'''
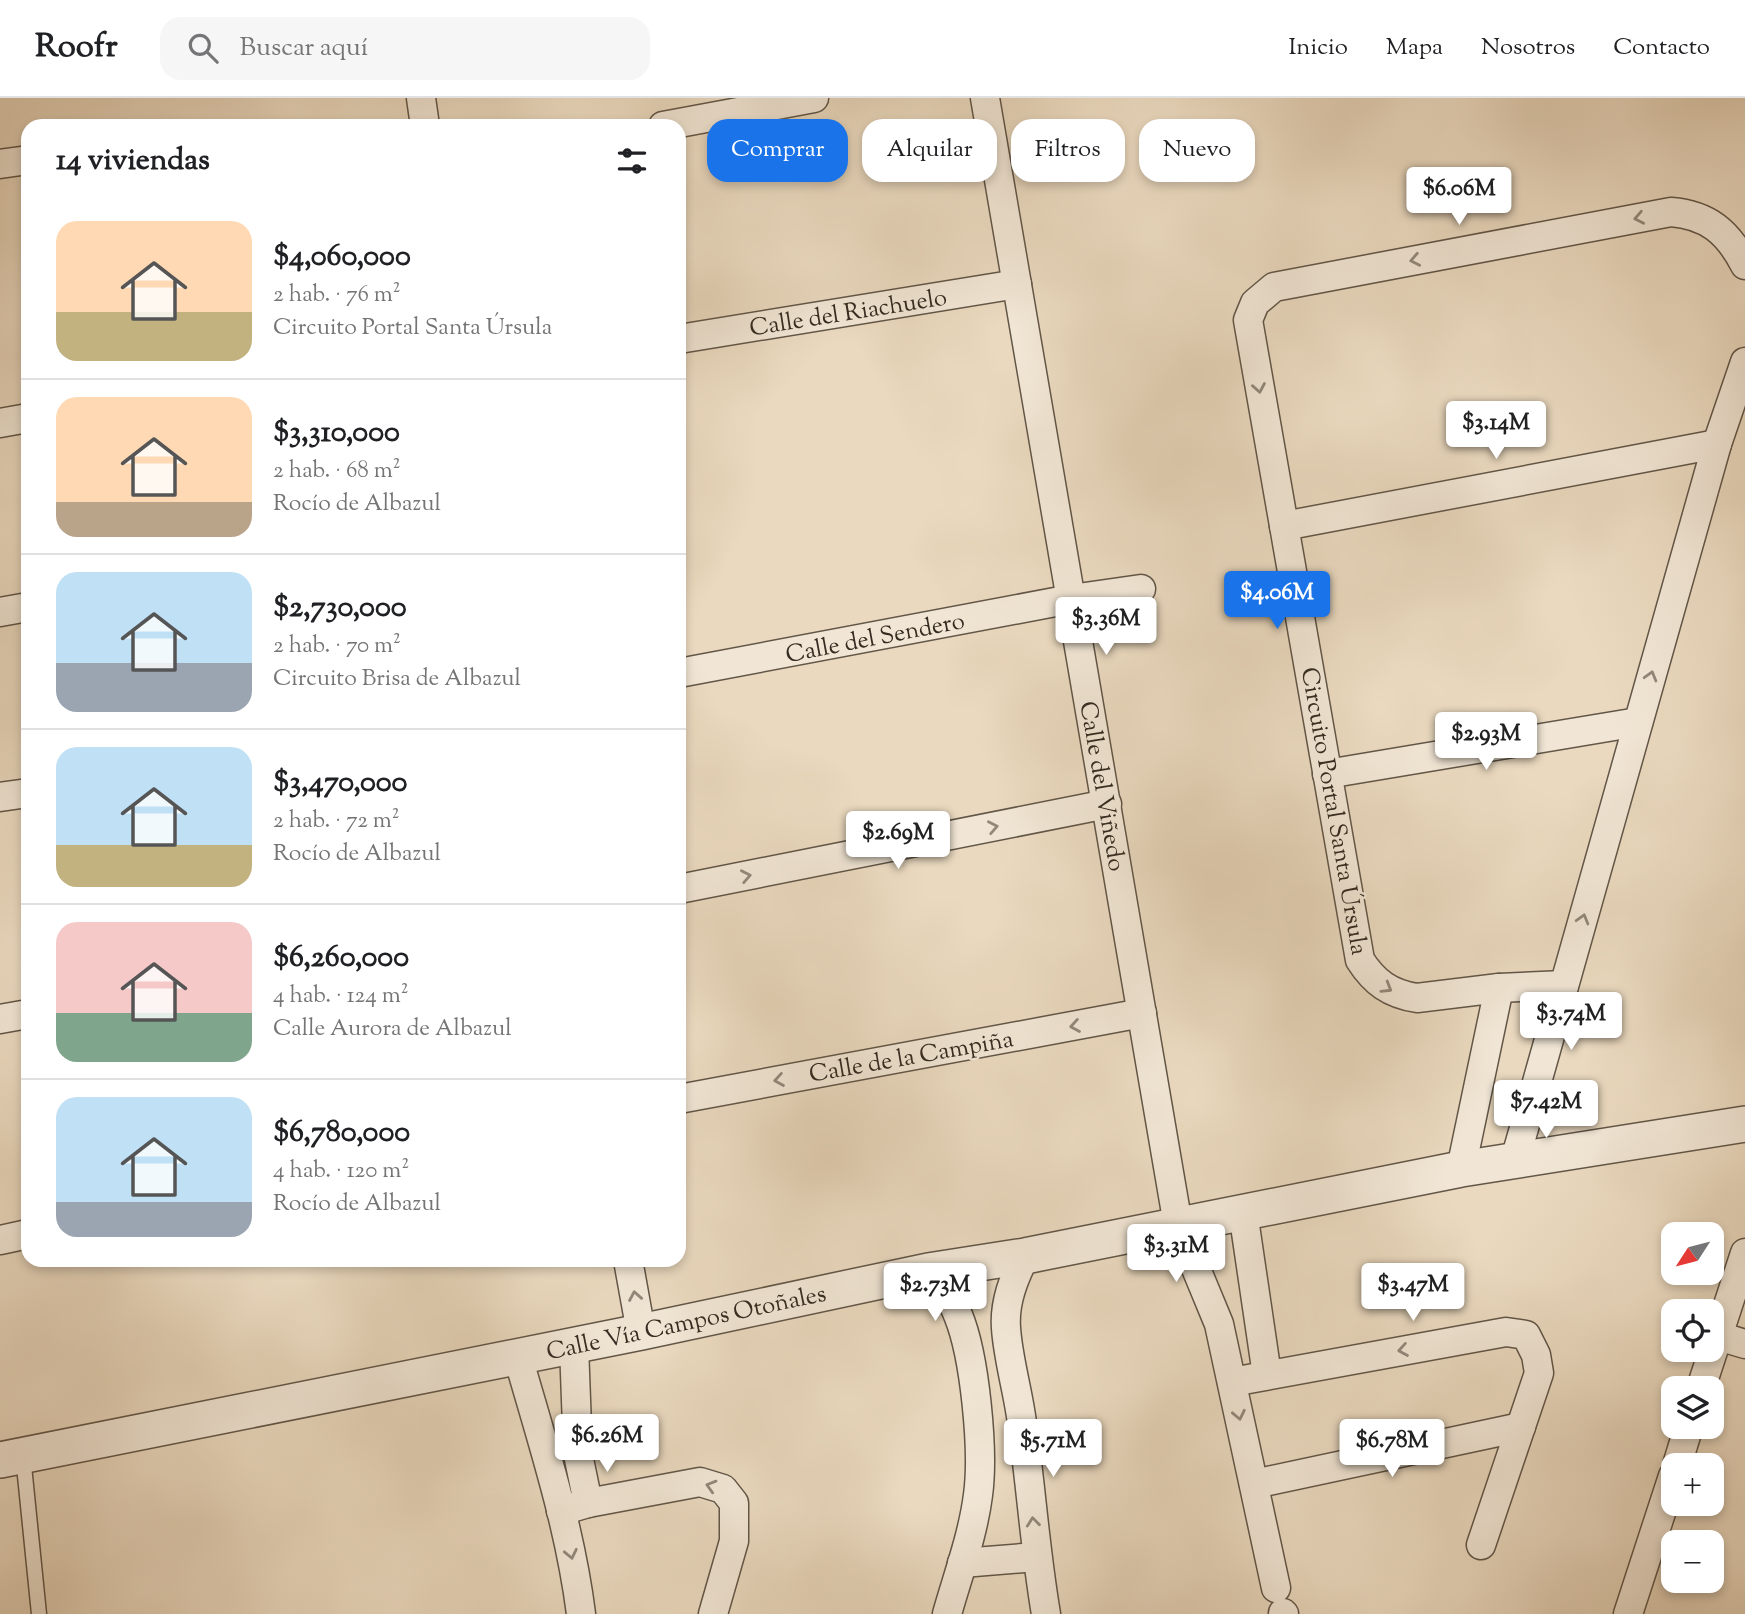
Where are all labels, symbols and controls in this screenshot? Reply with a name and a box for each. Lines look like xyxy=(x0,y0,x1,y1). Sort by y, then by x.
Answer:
search box xyxy=(160,17,650,80)
text: Roofr xyxy=(35,24,118,72)
icon: search xyxy=(184,29,222,67)
text: Buscar aquí xyxy=(240,30,368,67)
text: Inicio xyxy=(1288,31,1348,65)
text: Mapa xyxy=(1386,31,1443,65)
text: Nosotros xyxy=(1481,31,1575,65)
text: Contacto xyxy=(1613,31,1710,65)
chip: Comprar xyxy=(707,119,848,182)
chip: Alquilar xyxy=(862,119,997,182)
chip: Filtros xyxy=(1011,119,1125,182)
chip: Nuevo xyxy=(1139,119,1255,182)
text: 14 viviendas xyxy=(56,140,210,183)
icon: filters xyxy=(613,142,651,180)
pin: $6.06M xyxy=(1402,167,1516,227)
text: $6.06M xyxy=(1422,173,1496,206)
one-way arrow xyxy=(1633,210,1645,225)
text: $4,060,000 xyxy=(273,236,411,279)
icon: home xyxy=(112,249,196,333)
one-way arrow xyxy=(1409,252,1421,267)
text: 2 hab. · 76 m² xyxy=(273,279,401,312)
street label: Calle del Riachuelo xyxy=(747,282,950,346)
text: Circuito Portal Santa Úrsula xyxy=(273,312,552,345)
one-way arrow xyxy=(1251,382,1266,394)
pin: $3.14M xyxy=(1439,402,1553,461)
text: $3.14M xyxy=(1462,407,1530,440)
text: $3,310,000 xyxy=(273,412,400,455)
icon: home xyxy=(112,425,196,509)
text: 2 hab. · 68 m² xyxy=(273,455,401,488)
text: Rocío de Albazul xyxy=(273,488,441,521)
pin: $4.06M xyxy=(1220,572,1334,631)
text: $4.06M xyxy=(1240,577,1314,610)
text: $2,730,000 xyxy=(273,587,407,630)
pin: $3.36M xyxy=(1049,598,1163,657)
icon: home xyxy=(112,600,196,684)
text: $3.36M xyxy=(1071,603,1141,636)
street label: Calle del Sendero xyxy=(783,605,968,673)
text: 2 hab. · 70 m² xyxy=(273,630,401,663)
text: Circuito Brisa de Albazul xyxy=(273,663,521,696)
street label: Circuito Portal Santa Úrsula xyxy=(1291,665,1375,958)
one-way arrow xyxy=(1643,671,1657,683)
street label: Calle del Viñedo xyxy=(1069,699,1133,874)
pin: $2.93M xyxy=(1429,712,1543,772)
text: $2.93M xyxy=(1451,718,1521,751)
text: $3,470,000 xyxy=(273,762,408,805)
icon: home xyxy=(112,775,196,859)
text: 2 hab. · 72 m² xyxy=(273,805,400,838)
pin: $2.69M xyxy=(841,812,955,871)
text: $2.69M xyxy=(862,817,934,850)
one-way arrow xyxy=(987,820,999,835)
text: Rocío de Albazul xyxy=(273,838,441,871)
one-way arrow xyxy=(740,869,752,884)
one-way arrow xyxy=(1574,913,1589,925)
text: $6,260,000 xyxy=(273,937,409,980)
icon: home xyxy=(112,950,196,1034)
one-way arrow xyxy=(1380,979,1393,992)
text: 4 hab. · 124 m² xyxy=(273,980,409,1013)
pin: $3.74M xyxy=(1514,992,1628,1052)
text: $3.74M xyxy=(1536,998,1606,1031)
text: Calle Aurora de Albazul xyxy=(273,1013,512,1046)
one-way arrow xyxy=(1069,1017,1081,1032)
street label: Calle de la Campiña xyxy=(806,1023,1016,1093)
one-way arrow xyxy=(773,1072,785,1087)
pin: $7.42M xyxy=(1489,1080,1603,1140)
text: $7.42M xyxy=(1510,1086,1582,1119)
text: $6,780,000 xyxy=(273,1112,410,1155)
icon: home xyxy=(112,1125,196,1209)
text: 4 hab. · 120 m² xyxy=(273,1155,409,1188)
text: Rocío de Albazul xyxy=(273,1188,441,1221)
north arrow xyxy=(1661,1222,1724,1284)
map controls xyxy=(1661,1222,1724,1593)
pin: $3.31M xyxy=(1119,1224,1233,1284)
text: $3.31M xyxy=(1143,1230,1209,1263)
pin: $2.73M xyxy=(878,1264,992,1323)
pin: $3.47M xyxy=(1356,1264,1470,1323)
text: $2.73M xyxy=(900,1269,970,1302)
text: $3.47M xyxy=(1377,1269,1449,1302)
street label: Calle Vía Campos Otoñales xyxy=(543,1278,829,1370)
one-way arrow xyxy=(628,1290,643,1302)
button: locate xyxy=(1661,1299,1724,1362)
one-way arrow xyxy=(1397,1342,1409,1357)
button: layers xyxy=(1661,1376,1724,1439)
one-way arrow xyxy=(1230,1409,1245,1421)
pin: $6.26M xyxy=(550,1414,664,1474)
text: $6.26M xyxy=(571,1420,643,1453)
pin: $5.71M xyxy=(996,1420,1110,1479)
pin: $6.78M xyxy=(1335,1420,1449,1479)
text: $5.71M xyxy=(1020,1425,1086,1458)
text: $6.78M xyxy=(1356,1425,1428,1458)
button: + xyxy=(1661,1453,1724,1516)
one-way arrow xyxy=(705,1479,717,1494)
one-way arrow xyxy=(1025,1516,1040,1528)
button: − xyxy=(1661,1530,1724,1593)
one-way arrow xyxy=(562,1548,577,1560)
'''
YOUR OBJECTIVE:
Search the entries for the string "Úrsula" and copy each line where it occurs.

SOLUTION BELOW:
text: Circuito Portal Santa Úrsula xyxy=(273,312,552,345)
street label: Circuito Portal Santa Úrsula xyxy=(1291,665,1375,958)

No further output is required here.